Markopoulos helped establish the School of the Art Institute of Chicago’s filmmaking program in 1965. The American-born filmmaker, whose family emigrated from the Peloponnese and who spoke Greek until he was six years old, left the U.S. for Europe in 1967 and withdrew his films from circulation. There was also a small Chicago contingent at the Temenos; among those I knew were Nicky Ni, coprogrammer of the Onion City Experimental Film Festival, and Hannah Yang, formerly of the University of Chicago’s Doc Films.

a sunset over a Grecian hill, with a white movie screen isolated in a field
The Temenos back in 2016 Credit: courtesy Temenos

I can hardly begin to proselytize on the Temenos in the space allotted, so let’s start with the name. In Greek, “temenos” means something akin to a “sacred precinct.” The screenings take place in a field accessible via a roughly 30-minute hike from the center of Lyssarea, where a screen rises from the landscape and red beanbag chairs dot the perimeter. It is here that the cycles of Markopoulos’s 22-part Eniaios—conceived by the filmmaker as a “complete order” of his work—have been presented in stages since 2004.
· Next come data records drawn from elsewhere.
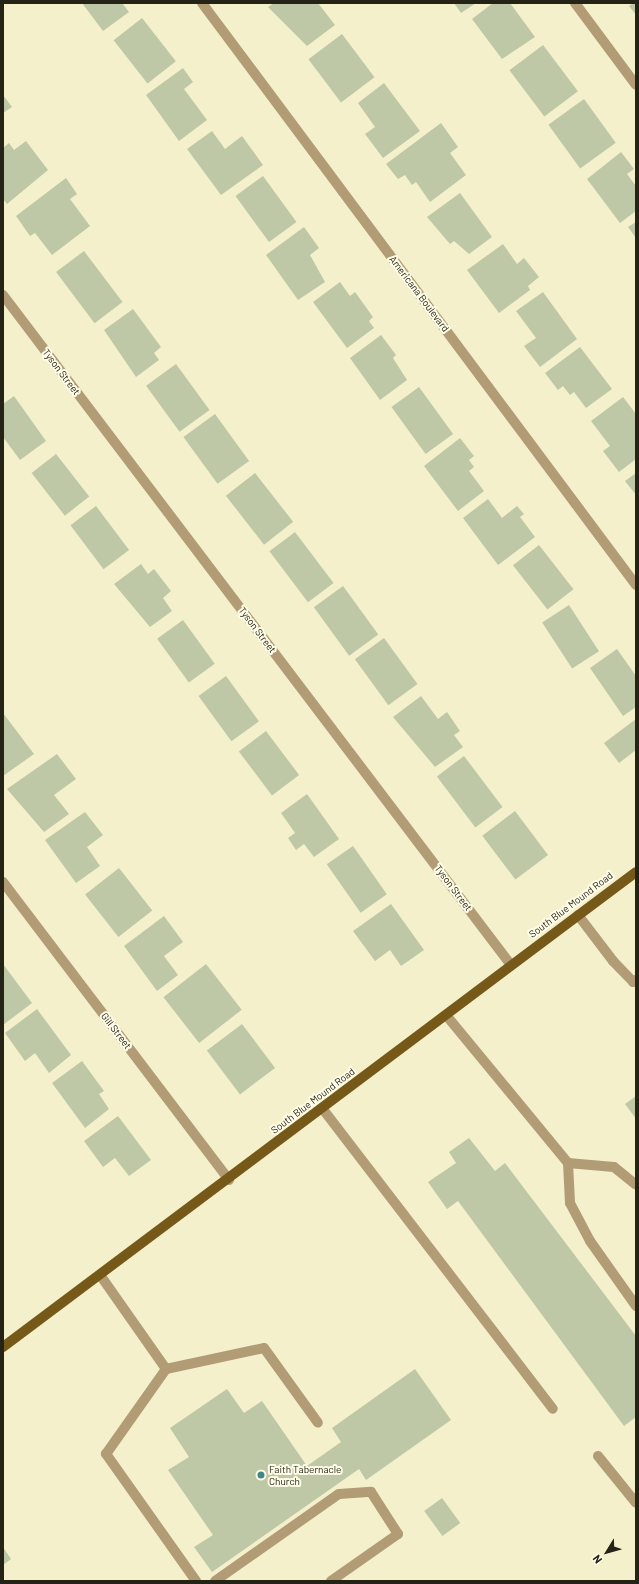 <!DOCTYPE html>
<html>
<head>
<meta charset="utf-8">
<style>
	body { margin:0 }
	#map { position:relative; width:639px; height:1584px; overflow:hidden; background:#f4f0cc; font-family:Barlow,sans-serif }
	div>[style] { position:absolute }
	.building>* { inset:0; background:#bec8a6; transform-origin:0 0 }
	.minor>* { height:10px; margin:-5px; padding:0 5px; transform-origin:5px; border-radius:5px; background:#b19c76 }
	.major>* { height:10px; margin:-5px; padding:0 5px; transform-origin:5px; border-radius:5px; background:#765919 }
	.dots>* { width:11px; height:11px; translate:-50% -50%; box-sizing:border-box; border:2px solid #fffde7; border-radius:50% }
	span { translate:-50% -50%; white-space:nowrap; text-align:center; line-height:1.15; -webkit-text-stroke:4px #fffde7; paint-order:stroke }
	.street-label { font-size:10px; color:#252316 }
	.poi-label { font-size:10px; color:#252316 }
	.left { translate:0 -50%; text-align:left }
	.frame { position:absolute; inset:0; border:4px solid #252316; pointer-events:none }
	.north { position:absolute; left:587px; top:1532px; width:40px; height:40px; -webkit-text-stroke:3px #fffde7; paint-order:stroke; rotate:233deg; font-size:11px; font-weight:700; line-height:16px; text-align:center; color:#252316 }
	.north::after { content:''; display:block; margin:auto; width:14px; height:18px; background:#252316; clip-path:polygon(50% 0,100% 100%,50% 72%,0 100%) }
</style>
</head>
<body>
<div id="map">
	<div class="building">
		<i style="clip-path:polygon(82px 3px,122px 3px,129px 12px,103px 31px)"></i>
		<i style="clip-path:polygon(274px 3px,318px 3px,335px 25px,307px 46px,268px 7px)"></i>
		<i style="clip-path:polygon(454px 3px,476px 3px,461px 13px)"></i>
		<i style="clip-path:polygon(493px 3px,510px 3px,535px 37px,502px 59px,472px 19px)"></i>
		<i style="clip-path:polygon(633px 3px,636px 3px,636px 15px,629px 6px)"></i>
		<i style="left:142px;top:18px;width:55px;height:36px;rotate:52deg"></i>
		<i style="left:342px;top:34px;width:54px;height:42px;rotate:53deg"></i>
		<i style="left:543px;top:45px;width:58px;height:42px;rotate:53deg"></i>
		<i style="clip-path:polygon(183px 68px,193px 82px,184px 89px,207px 120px,179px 141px,146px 95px)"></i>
		<i style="clip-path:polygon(384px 83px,420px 131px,383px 158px,365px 134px,375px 127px,358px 103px)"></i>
		<i style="clip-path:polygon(3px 95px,12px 107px,3px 113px)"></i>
		<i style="left:584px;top:99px;width:54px;height:44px;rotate:54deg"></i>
		<i style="clip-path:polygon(441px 123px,458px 147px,450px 153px,466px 175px,430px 202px,416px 182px,412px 185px,405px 175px,398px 179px,386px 164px)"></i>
		<i style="clip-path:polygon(212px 131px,225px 149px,242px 136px,263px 165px,221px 195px,187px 149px)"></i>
		<i style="clip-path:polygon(26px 141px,48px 170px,7px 204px,3px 199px,3px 148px,9px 143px,14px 150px)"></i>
		<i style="clip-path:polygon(621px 152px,634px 169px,627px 174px,636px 186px,636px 211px,620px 223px,587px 179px)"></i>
		<i style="left:263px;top:176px;width:57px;height:34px;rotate:54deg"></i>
		<i style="clip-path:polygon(66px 178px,77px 194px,70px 199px,90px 226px,52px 255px,35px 233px,30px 236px,16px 216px)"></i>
		<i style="clip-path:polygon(460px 193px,492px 237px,469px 254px,454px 241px,450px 244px,427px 217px)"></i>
		<i style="clip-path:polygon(636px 222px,636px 238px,628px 227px)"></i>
		<i style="clip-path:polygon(304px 227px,319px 248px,310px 255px,325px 282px,298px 300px,266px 255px)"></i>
		<i style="clip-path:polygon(503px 244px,517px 264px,524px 258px,539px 277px,528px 286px,530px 290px,499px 313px,467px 270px)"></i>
		<i style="left:84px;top:251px;width:64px;height:35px;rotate:53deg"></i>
		<i style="clip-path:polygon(340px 282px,350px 296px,355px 292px,373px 317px,369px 321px,374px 328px,347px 348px,313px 302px)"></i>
		<i style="clip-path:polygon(543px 292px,577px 339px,540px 367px,524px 346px,536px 338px,516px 311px)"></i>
		<i style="clip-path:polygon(133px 309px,161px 347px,154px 353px,159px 360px,136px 377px,104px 330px)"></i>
		<i style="clip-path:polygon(381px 335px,396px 355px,393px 358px,407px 380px,380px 400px,350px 358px)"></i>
		<i style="clip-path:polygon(580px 347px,612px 389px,586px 408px,574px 392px,570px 395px,563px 386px,558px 390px,545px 373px)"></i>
		<i style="left:176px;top:364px;width:57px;height:37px;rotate:54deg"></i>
		<i style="left:419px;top:387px;width:58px;height:34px;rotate:54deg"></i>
		<i style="clip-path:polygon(14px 396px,46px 441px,20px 460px,3px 437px,3px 404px)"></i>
		<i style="clip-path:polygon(623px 397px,636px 414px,636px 459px,619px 472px,603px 451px,610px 446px,591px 421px)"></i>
		<i style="left:215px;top:414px;width:58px;height:39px;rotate:54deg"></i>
		<i style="clip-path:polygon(460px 438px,474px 456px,469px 460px,474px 467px,469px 471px,484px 491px,458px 511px,424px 466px)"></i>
		<i style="left:56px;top:454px;width:54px;height:31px;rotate:52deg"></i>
		<i style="left:255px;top:473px;width:62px;height:37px;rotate:52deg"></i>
		<i style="clip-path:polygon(636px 473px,636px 495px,625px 481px)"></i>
		<i style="clip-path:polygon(488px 499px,502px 518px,517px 506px,524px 514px,520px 517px,535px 537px,498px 565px,463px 518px)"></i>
		<i style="left:96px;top:506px;width:55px;height:32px;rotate:53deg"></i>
		<i style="left:295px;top:532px;width:64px;height:32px;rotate:53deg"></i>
		<i style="left:539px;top:545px;width:56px;height:33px;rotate:52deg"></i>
		<i style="clip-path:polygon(141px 564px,148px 574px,154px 569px,171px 591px,163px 598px,172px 611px,150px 627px,114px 584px)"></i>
		<i style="left:343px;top:586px;width:60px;height:36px;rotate:54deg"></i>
		<i style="left:569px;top:605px;width:55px;height:32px;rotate:57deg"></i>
		<i style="left:183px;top:620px;width:54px;height:32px;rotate:54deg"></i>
		<i style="left:384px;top:638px;width:57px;height:36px;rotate:54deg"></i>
		<i style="clip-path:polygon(617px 649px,636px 676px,636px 707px,623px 716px,590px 668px)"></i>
		<i style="left:226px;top:676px;width:56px;height:34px;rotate:54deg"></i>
		<i style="clip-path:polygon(421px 696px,438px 719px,447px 712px,460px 731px,454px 735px,463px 747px,435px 767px,393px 717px)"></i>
		<i style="clip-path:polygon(3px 713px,34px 754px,3px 776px)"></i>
		<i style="clip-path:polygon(636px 719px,636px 750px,619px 763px,604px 743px)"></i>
		<i style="left:266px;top:731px;width:55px;height:34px;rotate:53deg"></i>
		<i style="clip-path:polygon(57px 754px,76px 779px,54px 795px,69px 814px,44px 832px,7px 789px)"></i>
		<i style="left:464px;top:756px;width:64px;height:34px;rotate:53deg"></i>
		<i style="clip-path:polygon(307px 794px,339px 839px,314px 857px,304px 844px,296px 850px,288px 838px,295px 833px,281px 813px)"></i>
		<i style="left:515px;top:811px;width:55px;height:41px;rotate:53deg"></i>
		<i style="clip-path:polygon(85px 812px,103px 835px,87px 847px,100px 866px,76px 883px,45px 840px)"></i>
		<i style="left:353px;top:846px;width:59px;height:32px;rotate:55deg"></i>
		<i style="left:119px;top:868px;width:54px;height:43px;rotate:52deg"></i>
		<i style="clip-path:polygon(391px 904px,424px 950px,401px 966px,390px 950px,375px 961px,353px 931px)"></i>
		<i style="clip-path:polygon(164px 916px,183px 942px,164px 956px,178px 975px,157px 991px,124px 946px)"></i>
		<i style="clip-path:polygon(3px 964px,32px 1003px,3px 1025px)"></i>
		<i style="left:206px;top:964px;width:58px;height:54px;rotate:52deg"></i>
		<i style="clip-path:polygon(37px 1009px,71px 1055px,49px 1073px,35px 1053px,25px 1061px,5px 1033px)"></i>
		<i style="left:242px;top:1024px;width:55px;height:44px;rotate:53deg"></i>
		<i style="clip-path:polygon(82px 1061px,104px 1091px,99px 1094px,109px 1109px,85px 1128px,52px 1083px)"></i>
		<i style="clip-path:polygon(636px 1096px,636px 1119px,625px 1104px)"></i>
		<i style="clip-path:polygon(118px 1116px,151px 1160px,129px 1176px,115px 1158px,103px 1167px,84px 1141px)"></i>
		<i style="clip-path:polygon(469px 1138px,495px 1171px,505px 1163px,636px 1336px,636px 1417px,624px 1426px,458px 1201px,447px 1209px,428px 1182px,456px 1163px,449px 1152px)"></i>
		<i style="clip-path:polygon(415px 1369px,451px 1420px,366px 1480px,359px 1469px,212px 1572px,194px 1547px,213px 1535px,168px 1470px,189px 1457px,170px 1428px,227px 1389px,244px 1413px,262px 1401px,307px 1466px,341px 1442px,332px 1428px)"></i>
		<i style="left:442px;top:1498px;width:31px;height:22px;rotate:54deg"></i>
		<i style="clip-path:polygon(3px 1547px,11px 1559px,3px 1565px)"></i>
	</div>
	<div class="minor">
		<i style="left:202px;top:3px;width:726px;rotate:53.29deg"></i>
		<i style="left:575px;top:3px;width:102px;rotate:53.4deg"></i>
		<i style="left:3px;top:295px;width:841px;rotate:52.83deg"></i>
		<i style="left:3px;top:882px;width:374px;rotate:52.8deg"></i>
		<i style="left:578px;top:915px;width:58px;rotate:52.7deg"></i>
		<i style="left:613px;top:961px;width:29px;rotate:46deg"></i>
		<i style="left:633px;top:982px;width:4px;rotate:-34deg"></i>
		<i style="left:446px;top:1015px;width:192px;rotate:50.5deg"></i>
		<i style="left:568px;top:1163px;width:40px;rotate:87.1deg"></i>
		<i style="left:570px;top:1203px;width:43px;rotate:62.2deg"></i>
		<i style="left:590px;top:1241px;width:80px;rotate:54.7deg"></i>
		<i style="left:322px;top:1108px;width:379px;rotate:52.5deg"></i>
		<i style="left:568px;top:1163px;width:46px;rotate:5deg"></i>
		<i style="left:614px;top:1167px;width:28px;rotate:39deg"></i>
		<i style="left:100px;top:1275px;width:115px;rotate:54.9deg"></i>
		<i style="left:598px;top:1456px;width:60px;rotate:51deg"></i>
		<i style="left:196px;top:1581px;width:156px;rotate:-125.3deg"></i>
		<i style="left:106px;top:1454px;width:104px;rotate:-54.8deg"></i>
		<i style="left:166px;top:1369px;width:100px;rotate:-12.1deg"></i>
		<i style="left:264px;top:1348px;width:92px;rotate:54.2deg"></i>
		<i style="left:215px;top:1581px;width:151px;rotate:-35.1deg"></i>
		<i style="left:339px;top:1494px;width:32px;rotate:-4deg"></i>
		<i style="left:371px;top:1492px;width:50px;rotate:57.3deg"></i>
		<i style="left:398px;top:1534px;width:82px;rotate:145deg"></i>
	</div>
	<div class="major">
		<i style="left:3px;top:1347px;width:791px;rotate:-36.88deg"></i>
	</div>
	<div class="dots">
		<i style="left:261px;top:1475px;background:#408889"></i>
	</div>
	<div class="street-label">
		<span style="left:419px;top:294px;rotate:53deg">Americana Boulevard</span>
		<span style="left:61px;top:372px;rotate:53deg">Tyson Street</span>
		<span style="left:257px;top:630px;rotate:53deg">Tyson Street</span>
		<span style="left:453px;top:888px;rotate:53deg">Tyson Street</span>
		<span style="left:571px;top:905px;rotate:-37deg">South Blue Mound Road</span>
		<span style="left:116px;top:1031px;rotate:53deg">Gill Street</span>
		<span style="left:313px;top:1101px;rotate:-37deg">South Blue Mound Road</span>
	</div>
	<div class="poi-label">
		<span class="left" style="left:269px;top:1475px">Faith Tabernacle<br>Church</span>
	</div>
	<div class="frame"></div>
	<div class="north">N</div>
</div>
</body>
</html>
It is an absolutely singular vision and a similarly singular viewing experience. Though neither inexpensive nor confined to a single day, it felt beyond price. This year’s edition comprised four nights of screenings, from Thursday through Sunday, spanning Cycles XV–XVII and ranging in length, reel changes included, from three hours to more than four on the final night.

Before departing from Athens to Lyssarea, I experienced a more conventional moviegoing pastime in the city, an open-air cinema, where I saw Steven Spielberg’s latest, Disclosure Day (2026). This was a little more than 48 hours after I’d seen it for the first time back in Chicago, at the AMC River East, where it was being screened on 70 millimeter, making it only one of 19 theaters in the U.S. doing so. It’s proven to be divisive, shoring up admirers and detractors in equal measure. I rather like Disclosure Day, though the whole of this year’s Temenos experience now separates me from even the sublime act of seeing the film under the stars in Greece. Perhaps this necessitates a third viewing, so I can better articulate my appreciation of Spielberg’s late-period exhortation.
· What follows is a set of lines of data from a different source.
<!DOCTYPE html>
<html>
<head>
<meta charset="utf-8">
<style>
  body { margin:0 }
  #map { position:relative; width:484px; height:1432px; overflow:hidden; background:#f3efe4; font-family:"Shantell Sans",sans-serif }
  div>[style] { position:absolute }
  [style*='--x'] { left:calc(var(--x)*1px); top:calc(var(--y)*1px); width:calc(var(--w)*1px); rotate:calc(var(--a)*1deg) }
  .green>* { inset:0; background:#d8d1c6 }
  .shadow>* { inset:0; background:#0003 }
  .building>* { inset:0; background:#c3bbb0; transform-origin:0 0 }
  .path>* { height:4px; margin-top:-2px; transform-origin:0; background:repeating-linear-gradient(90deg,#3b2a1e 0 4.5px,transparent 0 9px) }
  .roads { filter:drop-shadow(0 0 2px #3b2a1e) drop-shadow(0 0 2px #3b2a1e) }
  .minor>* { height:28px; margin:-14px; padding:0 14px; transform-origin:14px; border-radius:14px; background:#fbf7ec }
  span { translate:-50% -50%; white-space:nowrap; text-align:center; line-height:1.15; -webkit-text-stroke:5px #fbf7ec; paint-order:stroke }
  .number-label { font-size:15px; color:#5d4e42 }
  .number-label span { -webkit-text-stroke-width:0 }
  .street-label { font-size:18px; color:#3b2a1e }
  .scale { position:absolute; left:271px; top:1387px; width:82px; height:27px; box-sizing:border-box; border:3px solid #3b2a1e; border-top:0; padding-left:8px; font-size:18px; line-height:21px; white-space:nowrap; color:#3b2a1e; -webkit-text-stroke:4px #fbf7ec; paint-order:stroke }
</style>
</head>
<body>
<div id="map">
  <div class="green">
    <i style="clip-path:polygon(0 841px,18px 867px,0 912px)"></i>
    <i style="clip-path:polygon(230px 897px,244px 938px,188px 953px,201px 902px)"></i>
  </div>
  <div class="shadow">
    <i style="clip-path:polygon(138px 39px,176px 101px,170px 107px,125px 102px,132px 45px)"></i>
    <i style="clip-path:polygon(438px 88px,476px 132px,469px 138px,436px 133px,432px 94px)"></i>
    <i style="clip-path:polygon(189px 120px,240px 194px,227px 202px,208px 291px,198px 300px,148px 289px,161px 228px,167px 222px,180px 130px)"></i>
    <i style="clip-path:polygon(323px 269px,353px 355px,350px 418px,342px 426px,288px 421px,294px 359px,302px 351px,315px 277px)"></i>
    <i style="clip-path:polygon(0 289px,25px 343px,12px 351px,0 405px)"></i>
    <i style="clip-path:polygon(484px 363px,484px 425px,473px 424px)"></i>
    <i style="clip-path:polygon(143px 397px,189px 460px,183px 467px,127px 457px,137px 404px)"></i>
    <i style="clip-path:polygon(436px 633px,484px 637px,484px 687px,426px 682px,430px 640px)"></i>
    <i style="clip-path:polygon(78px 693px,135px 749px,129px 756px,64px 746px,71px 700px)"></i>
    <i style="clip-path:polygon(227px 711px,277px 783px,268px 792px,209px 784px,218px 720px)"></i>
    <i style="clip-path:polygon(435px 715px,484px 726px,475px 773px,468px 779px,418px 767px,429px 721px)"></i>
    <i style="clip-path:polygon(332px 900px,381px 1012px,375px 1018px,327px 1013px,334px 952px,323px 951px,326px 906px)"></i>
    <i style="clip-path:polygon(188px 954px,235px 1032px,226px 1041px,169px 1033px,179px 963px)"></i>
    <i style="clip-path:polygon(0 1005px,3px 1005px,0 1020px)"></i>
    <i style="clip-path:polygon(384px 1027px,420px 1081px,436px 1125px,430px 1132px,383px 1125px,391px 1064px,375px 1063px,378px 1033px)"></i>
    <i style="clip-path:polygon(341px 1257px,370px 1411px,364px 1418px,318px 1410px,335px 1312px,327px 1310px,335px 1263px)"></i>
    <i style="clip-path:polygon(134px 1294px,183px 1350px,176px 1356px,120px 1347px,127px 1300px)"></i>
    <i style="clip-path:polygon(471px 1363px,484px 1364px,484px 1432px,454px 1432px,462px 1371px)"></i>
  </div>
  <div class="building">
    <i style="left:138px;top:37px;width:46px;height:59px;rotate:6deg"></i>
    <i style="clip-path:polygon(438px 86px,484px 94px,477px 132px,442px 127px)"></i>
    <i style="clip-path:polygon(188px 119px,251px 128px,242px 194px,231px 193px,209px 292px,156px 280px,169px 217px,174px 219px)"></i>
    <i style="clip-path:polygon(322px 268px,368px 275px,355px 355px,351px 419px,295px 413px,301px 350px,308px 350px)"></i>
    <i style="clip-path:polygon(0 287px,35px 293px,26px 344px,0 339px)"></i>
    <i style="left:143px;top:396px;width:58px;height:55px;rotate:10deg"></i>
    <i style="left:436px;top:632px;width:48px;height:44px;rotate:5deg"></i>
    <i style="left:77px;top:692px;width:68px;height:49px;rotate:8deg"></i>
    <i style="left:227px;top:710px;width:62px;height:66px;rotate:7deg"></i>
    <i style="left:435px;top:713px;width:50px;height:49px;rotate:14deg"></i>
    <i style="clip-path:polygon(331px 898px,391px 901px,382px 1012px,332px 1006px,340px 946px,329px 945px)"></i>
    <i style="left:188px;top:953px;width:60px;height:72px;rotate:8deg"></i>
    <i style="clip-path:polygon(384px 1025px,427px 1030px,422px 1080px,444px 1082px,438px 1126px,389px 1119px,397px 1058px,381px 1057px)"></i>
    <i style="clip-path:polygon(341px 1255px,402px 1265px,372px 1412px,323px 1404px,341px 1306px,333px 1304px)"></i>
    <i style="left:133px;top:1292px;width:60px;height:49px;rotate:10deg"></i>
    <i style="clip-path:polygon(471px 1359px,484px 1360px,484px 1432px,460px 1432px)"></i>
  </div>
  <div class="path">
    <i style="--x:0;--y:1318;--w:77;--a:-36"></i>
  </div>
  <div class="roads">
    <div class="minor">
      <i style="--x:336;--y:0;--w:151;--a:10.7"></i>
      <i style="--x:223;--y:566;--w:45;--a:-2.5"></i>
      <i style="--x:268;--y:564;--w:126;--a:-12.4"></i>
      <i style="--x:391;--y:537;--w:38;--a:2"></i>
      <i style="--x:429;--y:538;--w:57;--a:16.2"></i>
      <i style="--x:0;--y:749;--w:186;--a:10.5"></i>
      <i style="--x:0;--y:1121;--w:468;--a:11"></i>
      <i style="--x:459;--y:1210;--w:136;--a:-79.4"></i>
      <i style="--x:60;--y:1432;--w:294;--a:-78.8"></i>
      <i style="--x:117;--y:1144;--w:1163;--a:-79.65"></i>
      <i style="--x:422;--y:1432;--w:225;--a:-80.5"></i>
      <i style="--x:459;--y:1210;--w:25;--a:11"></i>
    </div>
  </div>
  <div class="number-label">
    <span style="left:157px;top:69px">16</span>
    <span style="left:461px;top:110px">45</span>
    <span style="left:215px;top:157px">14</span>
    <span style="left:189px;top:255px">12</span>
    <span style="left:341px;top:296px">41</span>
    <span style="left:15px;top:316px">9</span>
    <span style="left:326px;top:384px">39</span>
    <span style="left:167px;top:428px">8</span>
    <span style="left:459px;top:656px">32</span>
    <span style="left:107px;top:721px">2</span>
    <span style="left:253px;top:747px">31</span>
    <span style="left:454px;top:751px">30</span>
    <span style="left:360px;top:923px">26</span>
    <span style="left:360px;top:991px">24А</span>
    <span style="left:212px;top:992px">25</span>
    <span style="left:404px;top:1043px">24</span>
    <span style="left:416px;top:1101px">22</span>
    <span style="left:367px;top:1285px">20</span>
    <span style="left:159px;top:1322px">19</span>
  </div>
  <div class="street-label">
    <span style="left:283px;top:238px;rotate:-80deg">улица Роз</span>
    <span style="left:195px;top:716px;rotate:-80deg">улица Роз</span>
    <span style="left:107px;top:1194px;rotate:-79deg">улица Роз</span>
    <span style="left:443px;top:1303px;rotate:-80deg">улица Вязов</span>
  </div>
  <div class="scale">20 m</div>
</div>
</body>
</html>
Ultimately, my favorite broke day trip is going to the movies. Theaters more often than not have memberships and discount days that can make it rather affordable, and films can take you anywhere you’d want to go, and even some places you wouldn’t think to dream of. There’s also what comes out of it: Between recent viewings of the new Spielberg and the final cycles of Eniaios, as well as all the amazing insight gleaned from my friends, colleagues, and even strangers contemplating either, I’ve much to think about, and that’s often the best trip of all.